As season premieres go, “24” has certainly had more explosive openings, but I liked what they did here, and also what they didn’t do. The show had gotten way too insular in terms of everything happening in Los Angeles, so moving the show to the east coast is a nice change of pace. Even better, the terrorist plot involves a threat that would actually affect the entire country. (No power or drinking water? Yikes.) Yes, it’s a riff on the plot from “Live Free or Die Hard” – and there is absolutely no way that they would ever get those planes synced up so that they would both hit the crossing point of two runways at the exact same time – but if it means that we don’t have to worry about a nuclear weapon this season, that can only be a good thing. They were also smart to acknowledge what a walking cliche Jack Bauer had become. “WHO ARE YOU WORKING FOR?” (*stabs man in genitals with spork*) That couldn’t have been easy for the producers to admit, but it needed to be done.

“Mr. Bauer, do you swear to kick the butt, the whole butt and nothing but the butt, so help you God?”

However, I’m still trying to wrap my head around Tony Almeida as this year’s villain. We still don’t know why he switched teams – and that’s good that they haven’t revealed that yet, that was the ‘what they didn’t do’ that I was referring to – but I’m not sure they can possibly come up with a rationale that will satisfy me. At the moment, he appears to be a free agent of sorts, a contract guy that offers his services to anyone willing to pay for them. God knows he wouldn’t be doing the bidding of a mass murderer like General Candyman any other way, right? And are we really to believe that Jack is only now learning that Tony is still alive? Yes, he was kidnapped by the Chinese hours after Tony’s supposed death, but he came back…years ago. I’m thinking the first thing someone at CTU would have told him is that Tony is not dead. They better have an answer for that as this season unfolds.

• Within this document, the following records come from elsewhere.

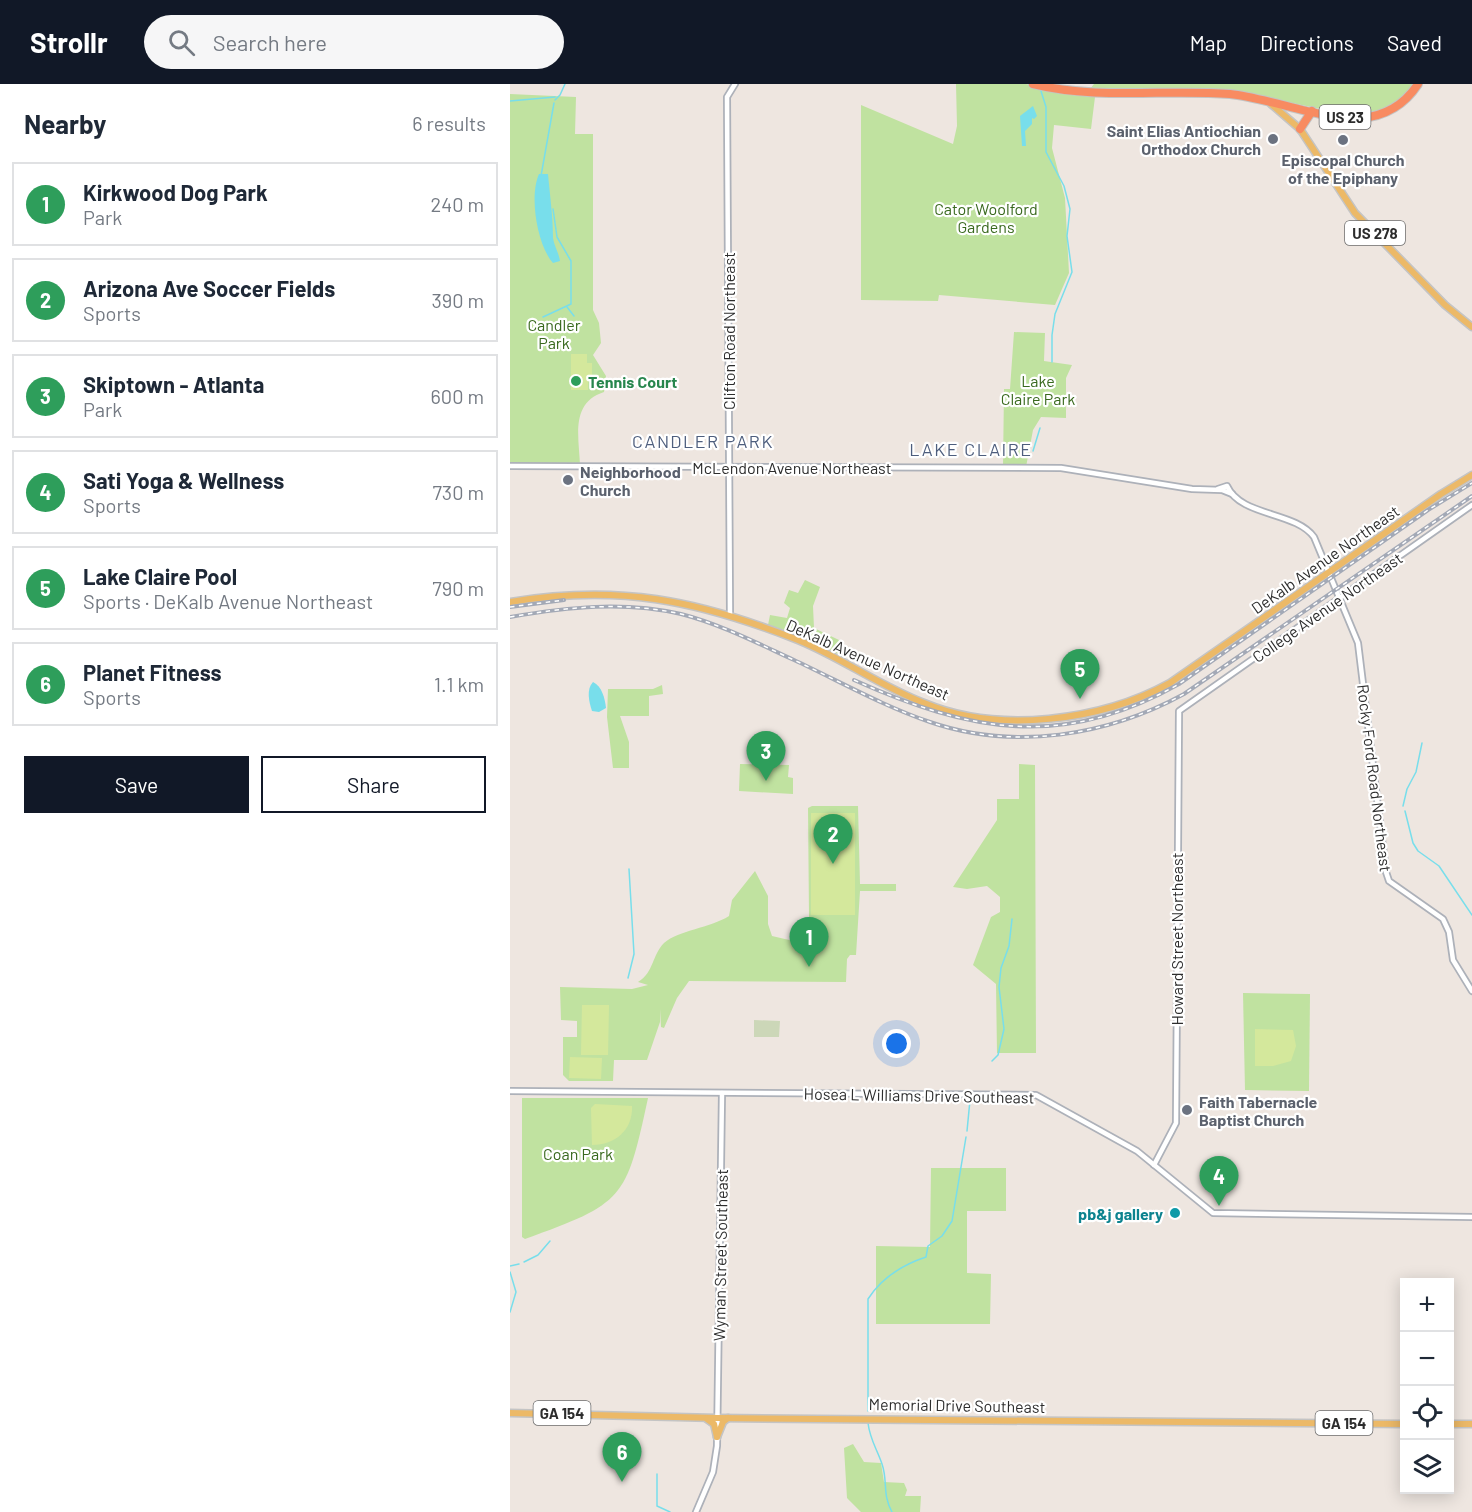 <!DOCTYPE html>
<meta charset="utf-8">
<style>
body{margin:0;font-family:Barlow,sans-serif;background:#f6f6f7;color:#1f2937}
.controls{position:absolute;right:18px;bottom:18px;display:grid;overflow:hidden;border-radius:0px;box-shadow:0 3px 15px #0003}
.controls button{width:54px;height:54px;display:grid;place-items:center;padding:0;border:0;border-bottom:2px solid #e0e1e3;background:#fff;color:#1f2937;font:30px sans-serif}
.you{position:absolute;left:387px;top:960px;width:21px;height:21px;margin:-15px;border:4px solid #fff;border-radius:50%;background:#1a73e8;box-shadow:0 0 0 9px #1a73e833}
.badge{display:grid;place-items:center;width:39px;height:39px;border-radius:50%;background:#111827;color:#fff;font-size:20px;font-weight:700}
.pin{position:absolute;translate:-50% -50px;filter:drop-shadow(0 2px 3px #0008)}
.pin::after{content:'';position:absolute;top:32px;width:21px;height:18px;background:inherit;clip-path:polygon(0 0,100% 0,50% 100%)}
.list{margin:0;padding:0;list-style:none}
h2{display:flex;justify-content:space-between;align-items:center;height:78px;margin:0;padding:0 24px;font-size:26px}
h2 small{font-size:20px;font-weight:400;color:#747a83}
.list li{display:grid;grid-template-columns:39px 1fr auto;gap:18px;align-items:center;box-sizing:border-box;height:84px;margin:0 12px 12px;padding:0 12px;border:2px solid #e0e1e3;border-radius:0px}
.list b{display:block;font-size:22px;white-space:nowrap}
.list p{margin:0;font-size:20px;white-space:nowrap;color:#747a83}
.list em{font-size:20px;font-style:normal;color:#747a83}
.actions{display:flex;gap:12px;padding:18px 24px}
.actions a{flex:1;padding:14px 0;border:2px solid #111827;border-radius:0px;text-align:center;font-size:21px;color:#111827}
.actions .main{background:#111827;color:#fff}
.icon{flex:none;width:33px;height:33px;fill:none;stroke:currentColor;stroke-width:2;stroke-linecap:round;stroke-linejoin:round}
.map{position:relative;flex:none;width:962px;height:1428px;overflow:hidden}
header{display:flex;align-items:center;gap:36px;box-sizing:border-box;height:84px;padding:0 30px;background:#111827;color:#fff}
header strong{font-size:28px}
nav{display:flex;gap:33px;margin-inline-start:auto;font-size:21px}
.search{width:420px;height:54px;background:#f6f6f7;display:flex;align-items:center;gap:15px;box-sizing:border-box;padding:0 21px;border-radius:33px;color:#747a83;font-size:22px}
main{display:flex}
aside{flex:1;background:#fff}
.map>svg:first-child{display:block}
.green{fill:#c0e2a0}
.cemetery{fill:#ccd7b8}
.pitch{fill:#d4e89c}
.water{fill:#78deeb}
.lines{fill:none;stroke-linecap:round;stroke-linejoin:round}
.stream{stroke:#78deeb;stroke-width:1.5}
.minor-casing{stroke:#adb1b9;stroke-width:8}
.major-casing{stroke:#c4c4c4;stroke-width:9}
.highway-casing{stroke:#c4c4c4;stroke-width:10}
.minor{stroke:#fff;stroke-width:4.5}
.major{stroke:#ecb967;stroke-width:6}
.highway{stroke:#f88b61;stroke-width:8}
.rail-casing{stroke:#a3a9b6;stroke-width:4}
.rail{stroke:#fff;stroke-width:1.5;stroke-dasharray:4.5;stroke-linecap:butt}
.worship-dot{fill:#6b7280;stroke:#fff;stroke-width:2}
.leisure-dot{fill:#2e9e5b;stroke:#fff;stroke-width:2}
.culture-dot{fill:#0f9aa8;stroke:#fff;stroke-width:2}
.labels{text-anchor:middle;dominant-baseline:central;stroke-width:4.5;stroke-linejoin:round;paint-order:stroke}
.shield{fill:#fff;stroke:#6c6c6c;stroke-width:1.5}
.shield-label{font-size:15px;font-weight:bold;fill:#2d2d2d}
.worship-label{font-size:16px;font-weight:bold;fill:#5b616d;stroke:#fff;text-anchor:start}
.park-label{font-size:16px;fill:#39691e;stroke:#fff}
.street-label{font-size:16px;fill:#2d2d2d;stroke:#fff}
.leisure-label{font-size:16px;font-weight:bold;fill:#27864d;stroke:#fff;text-anchor:start}
.culture-label{font-size:16px;font-weight:bold;fill:#0d838f;stroke:#fff;text-anchor:end}
.neighbourhood-label{font-size:18px;letter-spacing:1.5px;fill:#4e5e7d;stroke:#fff}
</style>
<header>
<strong>Strollr</strong>
<div class="search"><svg class="icon" aria-label="search" viewBox="0 0 24 24"><circle cx="10" cy="10" r="6"/><path d="M15 15l6 6"/></svg>Search here</div>
<nav><a>Map</a><a>Directions</a><a>Saved</a></nav>
</header>
<main>
<aside>
<h2>Nearby<small>6 results</small></h2>
<ul class="list">
<li><span class="badge" style="background:#2e9e5b">1</span><div><b>Kirkwood Dog Park</b><p>Park</p></div><em>240 m</em></li>
<li><span class="badge" style="background:#2e9e5b">2</span><div><b>Arizona Ave Soccer Fields</b><p>Sports</p></div><em>390 m</em></li>
<li><span class="badge" style="background:#2e9e5b">3</span><div><b>Skiptown - Atlanta</b><p>Park</p></div><em>600 m</em></li>
<li><span class="badge" style="background:#2e9e5b">4</span><div><b>Sati Yoga &amp; Wellness</b><p>Sports</p></div><em>730 m</em></li>
<li><span class="badge" style="background:#2e9e5b">5</span><div><b>Lake Claire Pool</b><p>Sports · DeKalb Avenue Northeast</p></div><em>790 m</em></li>
<li><span class="badge" style="background:#2e9e5b">6</span><div><b>Planet Fitness</b><p>Sports</p></div><em>1.1 km</em></li>
</ul>
<div class="actions"><a class="main">Save</a><a>Share</a></div>
</aside>
<div class="map">
<svg width="962" height="1428" viewBox="0 0 962 1428">
<rect width="100%" height="100%" fill="#eee6e0"/>
<g class="green">
<polygon points="446,0 516,0 585,13 581,45 544,41 542,64 555,114 559,189 545,221 429,211 428,217 351,216 351,21 443,60 447,42"/>
<path d="M584 0H905C885 21 875 28 845 32L729 8 580 5Z"/>
<path d="M0 10 66 13 65 50H83V226L89 239 91 259 83 271 96 292 94 308C60 319 69 353 70 381L0 382Z"/>
<polygon points="504,248 535,249 534,277 562,281 556,294 556,334 531,333 523,346 516,383 493,382 494,305 500,305"/>
<polygon points="295,496 310,503 303,522 304,544 329,556 330,571 297,553 258,541 260,531 277,534 280,524 274,519 279,506 288,509"/>
<polygon points="152,601 153,610 139,612 139,632 110,632 119,658 119,684 103,684 97,633 98,605 143,605"/>
<polygon points="230,680 279,681 278,693 283,694 283,710 229,707"/>
<polygon points="509,680 525,681 526,969 487,969 486,900 463,881 481,833 490,828 490,813 477,802 457,805 443,803 487,736 487,715 509,715"/>
<path d="M302 722H348L350 800H386V807H350L346 871H340L337 875 336 898 179 897 167 914 154 944 151 943 150 925V938L137 976H104L103 997H59L53 991V953H67V937L51 936 50 903 122 905 138 901 128 898C144 888 142 871 154 859 169 846 200 844 219 832L222 816 245 787 258 812V840L262 852 292 859 295 834 299 833 298 724Z"/>
<polygon points="733,909 800,910 799,1007 735,1006"/>
<path d="M12 1014H138C116 1116 114 1119 15 1155L12 1153Z"/>
<polygon points="421,1084 496,1084 496,1127 457,1127 457,1189 481,1190 480,1240 366,1240 366,1162 420,1163"/>
<polygon points="343,1360 354,1378 371,1379 374,1398 394,1399 397,1406 395,1412 411,1412 410,1428 351,1428 337,1414 334,1364"/>
</g>
<polygon class="cemetery" points="244,936 270,937 269,953 244,953"/>
<g class="pitch">
<polygon points="61,270 77,270 77,279 82,279 82,291 78,291 78,306 61,306"/>
<rect x="301" y="729" width="44" height="102"/>
<polygon points="72,921 99,921 98,971 71,971"/>
<polygon points="745,945 783,946 786,962 781,977 763,982 745,982"/>
<polygon points="60,973 92,974 91,995 59,994"/>
<path d="M85 1020 122 1022C123 1046 105 1061 82 1061L81 1024Z"/>
</g>
<g class="water">
<polygon points="523,22 527,32 524,35 522,34 522,40 515,47 516,62 512,62 510,32"/>
<path d="M29 90H38C40 112 43 133 43 154 44 162 49 169 50 177L43 179C27 161 19 112 29 90Z"/>
<path d="M83 598C92 602 95 615 96 624L89 628 82 627C79 618 76 605 83 598Z"/>
</g>
<g class="lines">
<g class="stream">
<polyline points="531,7 536,23 536,68 554,102 560,125 557,152 562,188 545,230 542,251 542,278"/>
<polyline points="45,16 50,11 55,0"/>
<polyline points="0,17 45,13"/>
<polyline points="31,92 44,19"/>
<polyline points="57,223 64,232"/>
<polyline points="33,233 61,220 61,177 47,153 43,125"/>
<polyline points="523,367 530,344"/>
<polyline points="893,722 897,705 906,688 912,659"/>
<polyline points="895,727 903,759 908,767 929,782 962,831"/>
<polyline points="118,894 124,870 119,785"/>
<polyline points="482,977 488,971 494,945 489,903 491,884 499,862 502,835"/>
<polyline points="457,1047 460,1016"/>
<polyline points="14,1178 28,1171 40,1157"/>
<polyline points="0,1182 9,1180"/>
<polyline points="0,1188 6,1208 0,1228"/>
<path d="M358 1327V1215C372 1193 392 1181 416 1173L418 1162 432 1152 442 1137 456 1053"/>
<path d="M358 1339C360 1356 367 1365 372 1380 378 1397 372 1410 382 1428"/>
<polyline points="147,1390 147,1422 160,1428"/>
</g>
<g class="minor-casing">
<g id="minor">
<polyline points="0,382 551,384 682,405 712,406 722,410"/>
<path d="M708 405 717 402C731 433 785 427 804 453L848 559 876 788 879 797 933 835 939 848 943 876 962 907"/>
<polyline points="220,532 217,13 225,0"/>
<polyline points="0,1007 526,1011 627,1067 703,1129 962,1133"/>
<polyline points="644,1081 666,1039 669,627 962,421"/>
<polyline points="186,1428 203,1388 207,1362 212,1009"/>
</g>
</g>
<g class="major-casing">
<g id="major">
<polyline points="761,20 790,45 845,129 935,221 962,243"/>
<path d="M0 518C108 500 187 516 288 556 332 574 370 602 414 619 488 650 591 637 660 599L931 410 962 391"/>
<polyline points="0,1329 207,1334 894,1340"/>
<polyline points="197,1335 204,1340 207,1353"/>
<polyline points="940,1340 962,1340"/>
<polyline points="207,1353 213,1338 218,1334"/>
</g>
</g>
<g class="highway-casing">
<g id="highway">
<path d="M523 0C588 16 654 5 720 10 759 14 815 37 851 34 875 32 895 20 908 0"/>
<polyline points="790,45 802,27"/>
</g>
</g>
<use href="#minor" class="minor"/>
<use href="#major" class="major"/>
<use href="#highway" class="highway"/>
<g class="rail-casing">
<g id="rail">
<polyline points="0,523 54,516"/>
<path d="M0 533C58 523 113 517 171 530 210 540 247 559 284 576 329 597 373 622 420 638 504 667 597 652 674 610L962 412"/>
<path d="M344 596C460 648 552 666 669 600L918 426 962 399"/>
</g>
</g>
<use href="#rail" class="rail"/>
</g>
<g class="worship-dot">
<circle cx="763" cy="55" r="6"/>
<circle cx="833" cy="56" r="6"/>
<circle cx="58" cy="396" r="6"/>
<circle cx="677" cy="1026" r="6"/>
</g>
<circle class="leisure-dot" cx="66" cy="297" r="6"/>
<circle class="culture-dot" cx="665" cy="1129" r="6"/>
<g class="labels">
<g class="shield">
<rect x="809.5" y="21" width="51" height="24" rx="4.5"/>
<rect x="835" y="137" width="60" height="24" rx="4.5"/>
<rect x="23.5" y="1317" width="57" height="24" rx="4.5"/>
<rect x="805.5" y="1327" width="57" height="24" rx="4.5"/>
</g>
<g class="shield-label">
<text x="835" y="33">US 23</text>
<text x="865" y="149">US 278</text>
<text x="52" y="1329">GA 154</text>
<text x="834" y="1339">GA 154</text>
</g>
<g class="worship-label">
<text x="751" y="46" text-anchor="end">Saint Elias Antiochian<tspan x="751" dy="18">Orthodox Church</tspan></text>
<text x="833" y="75" text-anchor="middle">Episcopal Church<tspan x="833" dy="18">of the Epiphany</tspan></text>
<text x="70" y="387">Neighborhood<tspan x="70" dy="18">Church</tspan></text>
<text x="689" y="1017">Faith Tabernacle<tspan x="689" dy="18">Baptist Church</tspan></text>
</g>
<g class="park-label">
<text x="476" y="124">Cator Woolford<tspan x="476" dy="18">Gardens</tspan></text>
<text x="44" y="240">Candler<tspan x="44" dy="18">Park</tspan></text>
<text x="528" y="296">Lake<tspan x="528" dy="18">Claire Park</tspan></text>
<text x="68" y="1069">Coan Park</text>
</g>
<g class="street-label">
<text transform="translate(218 247) rotate(-90)">Clifton Road Northeast</text>
<text x="282" y="383">McLendon Avenue Northeast</text>
<text transform="translate(815 475) rotate(-35)">DeKalb Avenue Northeast</text>
<text transform="translate(817 523) rotate(-35)">College Avenue Northeast</text>
<text transform="translate(358 575) rotate(24)">DeKalb Avenue Northeast</text>
<text transform="translate(865 694) rotate(83)">Rocky Ford Road Northeast</text>
<text transform="translate(666 855) rotate(-90)">Howard Street Northeast</text>
<text transform="translate(409 1011) rotate(1)">Hosea L Williams Drive Southeast</text>
<text transform="translate(210 1171) rotate(-89)">Wyman Street Southeast</text>
<text transform="translate(447 1321) rotate(1)">Memorial Drive Southeast</text>
</g>
<g class="leisure-label">
<text x="78" y="297">Tennis Court</text>
</g>
<g class="culture-label">
<text x="653" y="1129">pb&amp;j gallery</text>
</g>
<g class="neighbourhood-label">
<text x="193" y="357">CANDLER PARK</text>
<text x="461" y="365">LAKE CLAIRE</text>
</g>
</g>
</svg>
<div class="controls">
<button>+</button>
<button>−</button>
<button><svg class="icon" aria-label="locate" viewBox="0 0 24 24"><circle cx="12" cy="12" r="6"/><path d="M12 2v4M12 18v4M2 12h4M18 12h4"/></svg></button>
<button><svg class="icon" aria-label="layers" viewBox="0 0 24 24"><path d="M12 4l9 5-9 5-9-5zM3 14l9 5 9-5"/></svg></button>
</div>
<div class="you"></div>
<div class="pin badge" style="left:299px;top:883px;background:#2e9e5b">1</div>
<div class="pin badge" style="left:323px;top:780px;background:#2e9e5b">2</div>
<div class="pin badge" style="left:256px;top:697px;background:#2e9e5b">3</div>
<div class="pin badge" style="left:709px;top:1122px;background:#2e9e5b">4</div>
<div class="pin badge" style="left:570px;top:615px;background:#2e9e5b">5</div>
<div class="pin badge" style="left:112px;top:1398px;background:#2e9e5b">6</div>
</div>
</main>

And man, did they stunt-cast the bejeezus out of this season. Janeane Garofalo as an easily stressed techie? Please tell me that Chloe O’Brien literally eats her alive at some point in the season. Bob Gunton, aka the warden in “The Shawshank Redemption,” is on Madame President’s staff, and Colm Feore is the First Man? There’s no way I’m looking at him without thinking of “Storm of the Century.” Bonus points if they work the phrase “Give me what I want, and I’ll go away” into the dialogue. Lastly, the great Kurtwood Smith is the senator that is trying to bring Jack to “justice.” Now, I like Kurtwood Smith, but did they really need him to play that part? You get the sense that the suits were nervous, so they snagged as many name actors as they could. It’s overkill, of course, but that’s Hollywood for you.

For those of you playing the “24” drinking game, The “Damn it” counter is at three, though Jack only said one of them.

All in all, not a bad way to start the season. Not great, but who knows, maybe that’s a good thing; in years past, they would blow the doors off the show in the premiere, only to implode six episodes later (ahem, abandoned plot involving Jack’s “nephew” in season six). The ads for hours three and four even hint at a big bombshell dropping. Maybe they finally get it now: the premiere is useless if everything that follows is shit. Yep, that’s what blogging a show will do to a person: turn them from a fan to someone who simply hopes that he’s not blogging about shit. Sigh.